What is required — Scan the data below for the string "geometry". Show every line where it turns up.

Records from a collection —
· · · ·

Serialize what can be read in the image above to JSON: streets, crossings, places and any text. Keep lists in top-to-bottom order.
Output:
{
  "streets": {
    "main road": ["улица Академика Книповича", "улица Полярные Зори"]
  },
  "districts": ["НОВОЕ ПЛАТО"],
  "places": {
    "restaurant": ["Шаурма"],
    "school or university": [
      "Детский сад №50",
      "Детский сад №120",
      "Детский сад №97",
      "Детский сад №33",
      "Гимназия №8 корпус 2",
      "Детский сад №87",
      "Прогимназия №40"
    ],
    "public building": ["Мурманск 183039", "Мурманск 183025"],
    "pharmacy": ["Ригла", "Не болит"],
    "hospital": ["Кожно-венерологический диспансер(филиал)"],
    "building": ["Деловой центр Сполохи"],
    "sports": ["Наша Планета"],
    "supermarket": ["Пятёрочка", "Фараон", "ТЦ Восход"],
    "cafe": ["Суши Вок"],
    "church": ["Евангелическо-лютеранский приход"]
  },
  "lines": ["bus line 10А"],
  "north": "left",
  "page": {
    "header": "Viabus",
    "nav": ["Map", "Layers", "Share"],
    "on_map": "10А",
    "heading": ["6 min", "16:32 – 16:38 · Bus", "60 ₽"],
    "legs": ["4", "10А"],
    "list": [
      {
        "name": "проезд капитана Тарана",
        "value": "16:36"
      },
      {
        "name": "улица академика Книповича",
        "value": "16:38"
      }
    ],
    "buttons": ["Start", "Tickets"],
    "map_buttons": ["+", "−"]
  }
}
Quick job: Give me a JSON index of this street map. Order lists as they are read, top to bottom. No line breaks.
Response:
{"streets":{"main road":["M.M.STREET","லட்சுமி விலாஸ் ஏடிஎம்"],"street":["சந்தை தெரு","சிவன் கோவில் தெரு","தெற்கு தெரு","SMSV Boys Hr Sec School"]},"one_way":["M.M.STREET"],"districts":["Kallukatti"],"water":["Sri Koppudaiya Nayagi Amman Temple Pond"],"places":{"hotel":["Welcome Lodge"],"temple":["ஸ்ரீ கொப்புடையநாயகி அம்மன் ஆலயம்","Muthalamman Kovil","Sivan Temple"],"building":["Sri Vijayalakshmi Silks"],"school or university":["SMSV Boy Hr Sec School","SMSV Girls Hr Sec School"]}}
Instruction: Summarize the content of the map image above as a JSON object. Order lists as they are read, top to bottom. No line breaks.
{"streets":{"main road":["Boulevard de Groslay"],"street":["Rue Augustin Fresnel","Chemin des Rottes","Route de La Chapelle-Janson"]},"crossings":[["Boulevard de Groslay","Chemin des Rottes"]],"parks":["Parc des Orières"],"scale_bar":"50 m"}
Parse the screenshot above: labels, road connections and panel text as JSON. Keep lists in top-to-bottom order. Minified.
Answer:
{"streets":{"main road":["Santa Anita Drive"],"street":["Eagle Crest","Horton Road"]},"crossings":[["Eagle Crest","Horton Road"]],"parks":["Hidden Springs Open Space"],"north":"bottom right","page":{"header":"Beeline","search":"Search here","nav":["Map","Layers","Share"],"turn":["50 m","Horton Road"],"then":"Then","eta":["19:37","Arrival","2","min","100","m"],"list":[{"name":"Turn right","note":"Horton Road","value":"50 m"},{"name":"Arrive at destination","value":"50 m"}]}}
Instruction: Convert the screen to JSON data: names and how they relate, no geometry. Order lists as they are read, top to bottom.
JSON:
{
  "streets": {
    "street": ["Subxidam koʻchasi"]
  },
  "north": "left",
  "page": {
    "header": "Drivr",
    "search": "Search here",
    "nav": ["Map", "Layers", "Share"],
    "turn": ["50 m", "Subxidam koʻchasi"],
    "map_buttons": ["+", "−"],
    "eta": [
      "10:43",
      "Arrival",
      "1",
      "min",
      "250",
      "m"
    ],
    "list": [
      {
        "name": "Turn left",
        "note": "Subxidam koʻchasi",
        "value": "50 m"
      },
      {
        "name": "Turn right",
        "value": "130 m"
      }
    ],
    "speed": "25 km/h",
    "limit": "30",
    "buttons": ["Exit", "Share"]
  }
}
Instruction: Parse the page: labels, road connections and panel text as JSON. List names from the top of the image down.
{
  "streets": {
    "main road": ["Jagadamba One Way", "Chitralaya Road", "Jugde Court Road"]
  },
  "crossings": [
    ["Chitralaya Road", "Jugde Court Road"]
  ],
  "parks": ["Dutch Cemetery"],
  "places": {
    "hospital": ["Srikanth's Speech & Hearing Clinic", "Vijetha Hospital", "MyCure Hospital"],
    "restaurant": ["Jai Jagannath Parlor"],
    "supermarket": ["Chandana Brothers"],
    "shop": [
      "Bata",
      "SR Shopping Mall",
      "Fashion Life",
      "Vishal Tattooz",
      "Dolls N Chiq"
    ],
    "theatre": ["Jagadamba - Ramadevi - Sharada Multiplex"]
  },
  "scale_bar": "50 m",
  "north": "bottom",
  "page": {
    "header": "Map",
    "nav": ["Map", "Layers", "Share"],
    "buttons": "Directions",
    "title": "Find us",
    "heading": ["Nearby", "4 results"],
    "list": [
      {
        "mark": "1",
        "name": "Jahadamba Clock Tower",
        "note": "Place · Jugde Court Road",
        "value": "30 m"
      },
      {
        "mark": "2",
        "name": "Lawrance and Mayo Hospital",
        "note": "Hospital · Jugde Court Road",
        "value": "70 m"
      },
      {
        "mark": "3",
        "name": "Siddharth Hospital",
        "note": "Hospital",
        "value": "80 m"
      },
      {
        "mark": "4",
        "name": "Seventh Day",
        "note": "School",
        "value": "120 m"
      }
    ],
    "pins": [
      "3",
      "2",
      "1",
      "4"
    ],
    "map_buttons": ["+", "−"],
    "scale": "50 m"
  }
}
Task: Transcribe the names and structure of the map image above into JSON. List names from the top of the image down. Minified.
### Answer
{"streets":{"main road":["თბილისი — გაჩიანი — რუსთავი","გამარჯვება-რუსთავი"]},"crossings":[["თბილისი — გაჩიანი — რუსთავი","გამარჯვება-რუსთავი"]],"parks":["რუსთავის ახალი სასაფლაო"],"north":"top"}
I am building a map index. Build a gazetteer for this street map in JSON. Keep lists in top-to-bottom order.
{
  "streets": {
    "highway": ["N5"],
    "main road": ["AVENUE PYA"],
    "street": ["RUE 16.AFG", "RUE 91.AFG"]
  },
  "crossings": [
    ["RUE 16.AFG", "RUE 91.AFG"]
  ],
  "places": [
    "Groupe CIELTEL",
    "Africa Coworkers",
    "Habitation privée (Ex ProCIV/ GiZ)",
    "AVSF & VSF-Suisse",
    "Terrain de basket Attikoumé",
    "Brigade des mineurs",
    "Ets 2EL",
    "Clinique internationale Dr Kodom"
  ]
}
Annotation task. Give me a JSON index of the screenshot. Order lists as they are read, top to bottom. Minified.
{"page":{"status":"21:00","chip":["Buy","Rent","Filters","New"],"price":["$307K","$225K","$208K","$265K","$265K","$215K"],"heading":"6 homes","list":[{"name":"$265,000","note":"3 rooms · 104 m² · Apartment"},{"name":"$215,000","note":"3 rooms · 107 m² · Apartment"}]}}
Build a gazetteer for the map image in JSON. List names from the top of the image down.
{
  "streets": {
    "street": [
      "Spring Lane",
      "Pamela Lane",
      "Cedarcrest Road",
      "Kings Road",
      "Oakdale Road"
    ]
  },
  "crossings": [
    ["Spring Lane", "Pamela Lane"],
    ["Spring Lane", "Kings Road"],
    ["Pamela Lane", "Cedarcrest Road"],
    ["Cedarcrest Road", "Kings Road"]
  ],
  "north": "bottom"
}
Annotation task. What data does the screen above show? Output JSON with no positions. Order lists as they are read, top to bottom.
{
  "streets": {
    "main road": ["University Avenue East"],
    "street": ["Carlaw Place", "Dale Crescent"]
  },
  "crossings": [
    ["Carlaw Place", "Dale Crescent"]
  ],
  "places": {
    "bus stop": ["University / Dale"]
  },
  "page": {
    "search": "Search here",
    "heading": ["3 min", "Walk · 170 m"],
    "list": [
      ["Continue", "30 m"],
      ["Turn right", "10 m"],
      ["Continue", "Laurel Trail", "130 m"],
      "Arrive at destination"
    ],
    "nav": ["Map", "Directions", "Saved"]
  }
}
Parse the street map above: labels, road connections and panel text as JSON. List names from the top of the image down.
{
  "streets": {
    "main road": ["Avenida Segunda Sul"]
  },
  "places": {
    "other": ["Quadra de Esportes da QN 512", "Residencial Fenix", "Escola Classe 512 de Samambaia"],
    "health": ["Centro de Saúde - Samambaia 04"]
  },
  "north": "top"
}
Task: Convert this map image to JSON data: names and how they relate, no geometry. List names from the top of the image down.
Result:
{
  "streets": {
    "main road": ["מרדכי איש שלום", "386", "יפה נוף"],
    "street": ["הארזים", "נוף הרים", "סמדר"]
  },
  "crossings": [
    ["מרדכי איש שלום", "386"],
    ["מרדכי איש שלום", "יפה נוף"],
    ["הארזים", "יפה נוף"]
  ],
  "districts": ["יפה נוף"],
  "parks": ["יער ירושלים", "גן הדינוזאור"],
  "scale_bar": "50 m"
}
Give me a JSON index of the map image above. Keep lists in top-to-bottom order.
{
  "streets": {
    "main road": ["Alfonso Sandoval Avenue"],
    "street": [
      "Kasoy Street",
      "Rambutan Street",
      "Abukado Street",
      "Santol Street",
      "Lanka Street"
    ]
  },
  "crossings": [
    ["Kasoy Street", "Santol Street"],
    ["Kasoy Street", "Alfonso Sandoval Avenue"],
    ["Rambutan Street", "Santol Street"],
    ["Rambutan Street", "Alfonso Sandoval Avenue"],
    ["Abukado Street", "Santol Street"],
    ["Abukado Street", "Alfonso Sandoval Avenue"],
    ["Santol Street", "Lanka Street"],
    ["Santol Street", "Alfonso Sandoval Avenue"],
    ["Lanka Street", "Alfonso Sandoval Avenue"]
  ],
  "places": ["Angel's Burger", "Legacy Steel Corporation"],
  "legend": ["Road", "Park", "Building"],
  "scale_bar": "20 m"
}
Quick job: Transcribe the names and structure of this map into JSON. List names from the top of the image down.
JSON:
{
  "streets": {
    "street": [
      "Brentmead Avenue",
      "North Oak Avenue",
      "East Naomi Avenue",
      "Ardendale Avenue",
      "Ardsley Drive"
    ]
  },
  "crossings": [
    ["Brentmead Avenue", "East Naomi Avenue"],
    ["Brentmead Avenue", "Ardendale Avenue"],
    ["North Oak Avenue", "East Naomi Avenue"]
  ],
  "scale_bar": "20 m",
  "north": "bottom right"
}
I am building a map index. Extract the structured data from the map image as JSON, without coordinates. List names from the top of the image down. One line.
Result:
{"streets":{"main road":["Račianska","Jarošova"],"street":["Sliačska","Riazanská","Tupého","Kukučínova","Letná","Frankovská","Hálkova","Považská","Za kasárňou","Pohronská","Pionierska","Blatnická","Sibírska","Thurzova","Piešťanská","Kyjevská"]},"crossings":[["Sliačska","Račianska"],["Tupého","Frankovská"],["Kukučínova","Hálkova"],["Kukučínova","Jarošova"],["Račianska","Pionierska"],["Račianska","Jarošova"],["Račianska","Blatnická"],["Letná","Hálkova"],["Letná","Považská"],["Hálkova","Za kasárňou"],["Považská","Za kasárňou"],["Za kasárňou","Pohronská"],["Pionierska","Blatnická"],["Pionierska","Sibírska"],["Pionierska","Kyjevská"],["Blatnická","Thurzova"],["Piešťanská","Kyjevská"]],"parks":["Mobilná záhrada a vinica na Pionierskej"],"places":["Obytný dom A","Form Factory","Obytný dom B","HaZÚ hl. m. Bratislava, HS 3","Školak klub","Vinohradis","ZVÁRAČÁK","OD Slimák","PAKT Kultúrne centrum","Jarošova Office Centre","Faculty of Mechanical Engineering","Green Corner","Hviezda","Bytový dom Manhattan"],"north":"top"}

· · · ·

Solution to the exercise —
Instruction: Convert the screen to JSON data: names and how they relate, no geometry. Order lists as they are read, top to bottom.
Task: Convert this map image to JSON data: names and how they relate, no geometry. List names from the top of the image down.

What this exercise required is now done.